Monomode & Multimode in Augmented Reality

Humans mainly use 2 main modes of attention:

diffuse: engaging with surroundings and shifting priorities
directed: focusing all efforts into singular goal

There will be 2 corresponding modes of AR/VR:

multimode: object detection combined with gaze-tracking provides contextual affordances in an event-based as-needed architecture
monomode: an interface for a single software suite; "full-screen" app takes control of all inputs and outputs

Overlays

Notifications, HUDs, and PIP windows will exist in both modes.

These will appear close to your face so that they take precedence over the augmented world around you.

Text, lists, calendars, and legacy apps will survive as "flat" media.

Multimode

AR begins with transparent displays over your eyes. This is useful for displaying notifications/HUDs/PIPs in front of your face. Remember Google Glass?

Magic happens when you strap cameras to your face. Computer vision algorithms can identify and track objects in your field-of-view.

But people don't like heavy things on their face. There will be a pressure to limit hardware.

Object identification is CPU/GPU intensive. AR OSes will perform object identification on behalf of installed extensions. Gaze detection can be used to prioritize running software, but the OS can't let each app run amok with its own computer vision stack.

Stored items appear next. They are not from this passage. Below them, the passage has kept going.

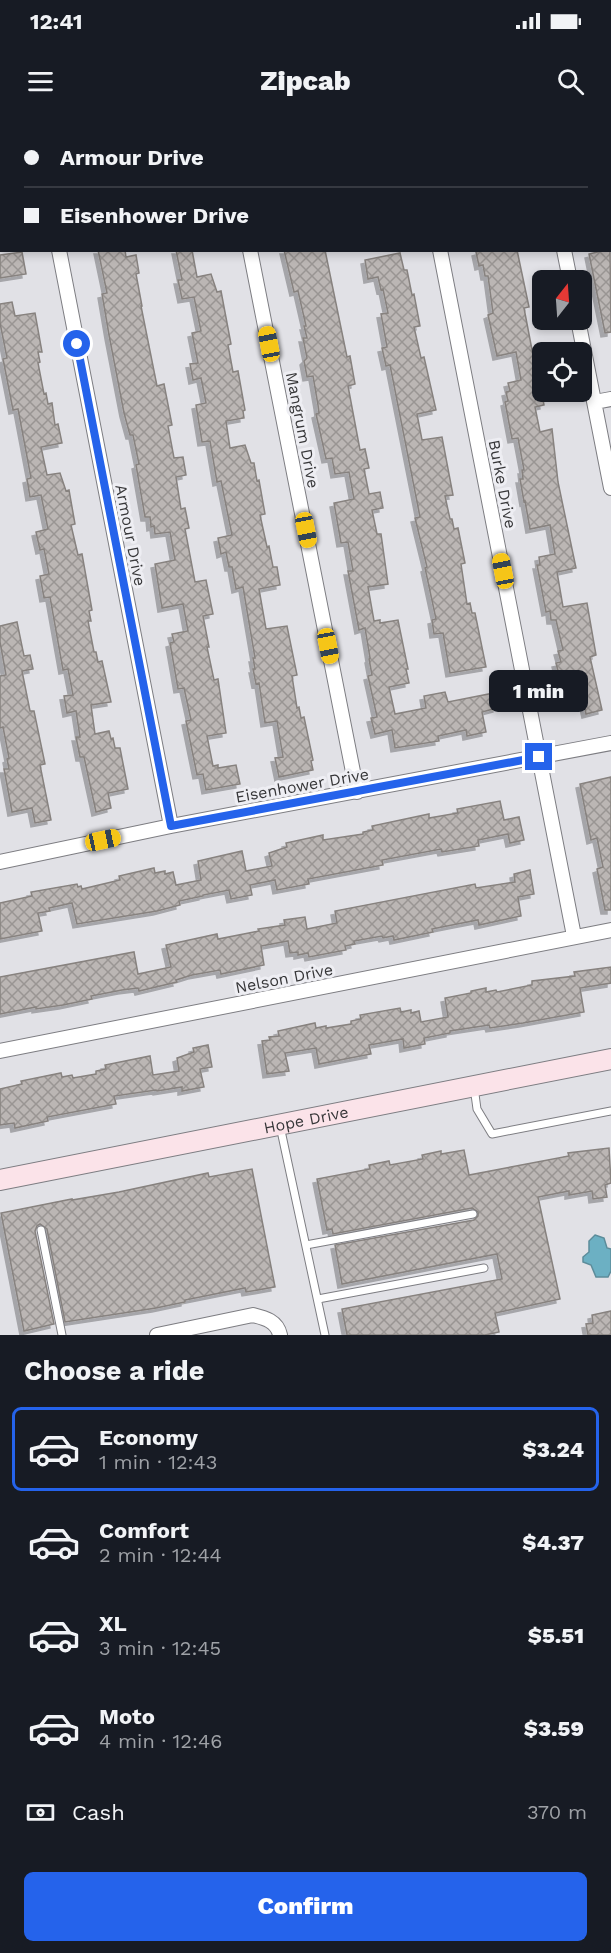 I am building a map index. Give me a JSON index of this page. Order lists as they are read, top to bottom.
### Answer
{
  "streets": {
    "street": [
      "Mangrum Drive",
      "Burke Drive",
      "Armour Drive",
      "Eisenhower Drive",
      "Nelson Drive",
      "Hope Drive"
    ]
  },
  "crossings": [
    ["Mangrum Drive", "Eisenhower Drive"],
    ["Burke Drive", "Eisenhower Drive"],
    ["Burke Drive", "Nelson Drive"],
    ["Armour Drive", "Eisenhower Drive"]
  ],
  "north": "top",
  "page": {
    "status": "12:41",
    "header": "Zipcab",
    "banner": ["Armour Drive", "Eisenhower Drive"],
    "bubble": "1 min",
    "heading": "Choose a ride",
    "list": [
      {
        "name": "Economy",
        "note": "1 min · 12:43",
        "value": "$3.24"
      },
      {
        "name": "Comfort",
        "note": "2 min · 12:44",
        "value": "$4.37"
      },
      {
        "name": "XL",
        "note": "3 min · 12:45",
        "value": "$5.51"
      },
      {
        "name": "Moto",
        "note": "4 min · 12:46",
        "value": "$3.59"
      }
    ],
    "pay": ["Cash", "370 m"],
    "buttons": "Confirm"
  }
}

The OS will identify objects and summon extensions in context. In multimode, extensions cooperate by doing minimum amounts of contextual work.

For example, when you look at a carrot, the OS can ask your extensions about carrots. Your extensions can respond with annotations/shaders to render over the carrot in your view. If multiple extensions respond, the OS can choose to automatically display the results or collapse them in a menu. Chefs and botanists would likely install different extensions, and therefore see different results for carrots.

Possible multimode extensions:

Wikipedia annotations
analog clock digitizer widget (shows digital clock readings on top of all analog clocks)
refrigerator X-ray vision (to show what's inside)
tophats for everybody
automatic nutrition labels
price of barcode on Amazon

Monomode

Multimode offers ubiquitous/diffuse interaction, but people need a monomode for focused/complex experiences.

Some apps demand "full-screen". Monomode can dedicate lower-level graphics APIs and extra computing resources to a singular experience.

An OS can give limited data to extensions, but some apps will require direct access to image/IR data. Apps with complex inputs will likely have complex outputs. To keep the OS simple, many input APIs will only be accessible in monomode.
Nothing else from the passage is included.